• **Your goal**
The expected answer is the set of lines in the data below between the line holding "g.lineJoin = 'round';" and the line holding "const toPath = rows", inclusive, written out exactly.

[Dataset entries]
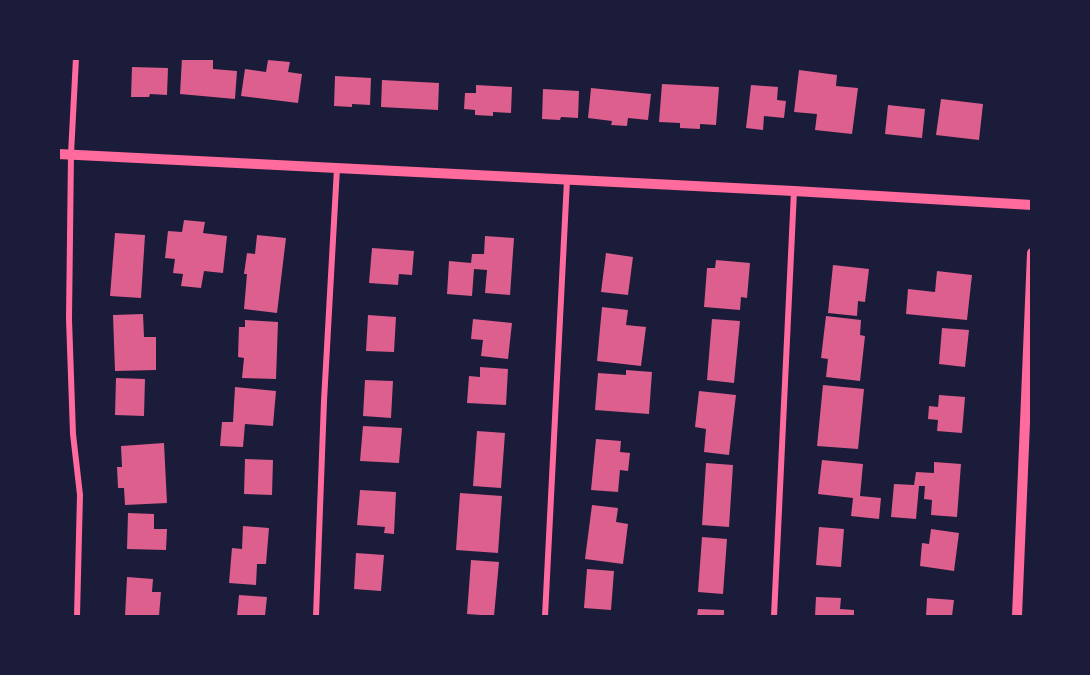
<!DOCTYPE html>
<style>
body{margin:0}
#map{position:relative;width:1090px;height:675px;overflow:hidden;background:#1b1b3a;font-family:"Crimson Pro",serif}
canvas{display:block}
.frame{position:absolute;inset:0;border:60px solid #1b1b3a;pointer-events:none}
</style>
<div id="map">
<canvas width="1090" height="675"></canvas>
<div class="frame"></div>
</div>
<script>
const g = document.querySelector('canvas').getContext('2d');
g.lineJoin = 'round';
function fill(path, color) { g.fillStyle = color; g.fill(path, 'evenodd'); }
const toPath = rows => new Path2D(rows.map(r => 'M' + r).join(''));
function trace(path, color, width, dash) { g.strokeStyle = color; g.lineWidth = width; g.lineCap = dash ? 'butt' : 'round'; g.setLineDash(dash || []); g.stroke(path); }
const building = toPath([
 [182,58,213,60,213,69,237,71,235,99,180,94],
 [268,60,290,62,288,72,302,74,298,103,241,96,245,69,266,72],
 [132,67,168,68,167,95,150,94,149,97,131,97],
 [799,70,837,75,836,86,858,88,852,134,815,130,817,114,794,112],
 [335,76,371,78,370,105,352,104,352,107,334,106],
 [382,80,439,83,438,110,381,107],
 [662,84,719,87,716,125,700,124,700,129,680,128,680,123,659,122],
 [476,85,512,87,511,113,493,112,493,116,475,115,475,110,464,109,465,93,476,93],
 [751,85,778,87,777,100,786,101,784,118,764,116,763,130,746,128],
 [591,88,651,94,648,120,628,118,627,126,611,125,612,121,588,118],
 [543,89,579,91,578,118,561,117,560,120,542,119],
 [941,99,983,104,979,140,936,135],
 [888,105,925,109,922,138,885,134],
 [184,220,205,222,203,233,227,236,223,273,204,271,201,288,181,286,183,274,173,273,175,259,165,258,168,231,182,232],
 [115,233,145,235,141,298,110,296],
 [257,235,286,238,277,313,244,309,247,274,244,274,247,253,255,254],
 [485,236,514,238,510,295,485,293,487,270,474,269,472,296,447,294,449,261,471,263,472,254,484,254],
 [372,248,414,251,412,275,399,274,398,285,369,283],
 [606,253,633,257,628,295,601,292],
 [716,260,750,263,747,298,741,297,740,310,704,307,707,268,715,268],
 [833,265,869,269,865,302,858,301,857,316,828,313],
 [937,271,972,275,967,320,906,314,908,289,935,292],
 [602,307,628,310,626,325,646,327,641,366,597,361],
 [143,314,144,337,156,337,156,370,115,371,113,315],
 [368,315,396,317,394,352,366,351],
 [826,316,861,320,860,335,865,336,860,381,826,377,828,359,821,358],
 [473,319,512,323,508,359,481,356,483,340,471,339],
 [712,319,740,321,734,383,707,380],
 [245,320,278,322,276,379,242,378,244,358,238,357,239,327,245,327],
 [942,328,969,330,965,367,939,364],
 [480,367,508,369,506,405,467,403,469,376,480,377],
 [626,370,652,372,649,414,595,410,598,373,626,375],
 [116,378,145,379,144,416,115,415],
 [365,380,393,381,391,418,363,416],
 [823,385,864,389,858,449,817,446],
 [235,387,276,391,273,426,245,424,243,447,220,446,222,422,233,422],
 [699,391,736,395,729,455,704,452,706,429,695,427],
 [939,395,965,397,962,433,937,431,938,420,928,419,929,406,938,407],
 [363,426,402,428,399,463,360,461],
 [477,431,505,433,501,488,473,486],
 [596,439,621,441,620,452,630,453,628,471,620,470,618,492,591,490],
 [164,443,167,503,125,505,124,488,118,488,117,467,122,467,121,446],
 [245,459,273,460,272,495,244,494],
 [822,460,863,464,860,496,881,498,879,519,851,516,853,498,818,494],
 [934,462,961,464,957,517,931,515,932,500,924,499,925,486,919,486,916,519,891,517,894,484,914,485,916,472,934,473],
 [706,463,733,465,729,527,702,525],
 [360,490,396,492,394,534,384,533,385,527,357,525],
 [460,493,502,496,498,553,456,550],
 [592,505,618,508,616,522,628,524,623,564,585,559],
 [128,513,154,514,154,529,167,529,166,550,127,549],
 [243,526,269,528,266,564,257,564,256,585,229,583,232,548,242,549],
 [819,527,844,529,841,567,816,565],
 [931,529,959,533,954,571,920,566,922,543,929,544],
 [702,537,727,539,723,594,698,592],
 [356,553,384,555,381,591,354,589],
 [471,560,499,562,494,616,467,614],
 [587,569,614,571,611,610,584,608],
 [127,577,153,579,152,592,161,592,159,616,125,616],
 [239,595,267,597,265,616,237,616],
 [816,597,841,598,840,609,854,610,854,616,815,616],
 [927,598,954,600,952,616,926,616],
 [698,609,724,610,724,616,697,616]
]);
const minor = toPath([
 [76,58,71,154,69,319,73,434,80,495,77,616],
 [316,616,324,401,337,168],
 [545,616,567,180],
 [774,616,794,191]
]);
const tertiary = toPath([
 [58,154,794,191,1032,205],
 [1017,616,1032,253]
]);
fill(building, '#dd5f8e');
trace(minor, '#ff6b9d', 6);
trace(tertiary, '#ff6b9d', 10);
</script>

• **Reply to the task**
g.lineJoin = 'round';
function fill(path, color) { g.fillStyle = color; g.fill(path, 'evenodd'); }
const toPath = rows => new Path2D(rows.map(r => 'M' + r).join(''));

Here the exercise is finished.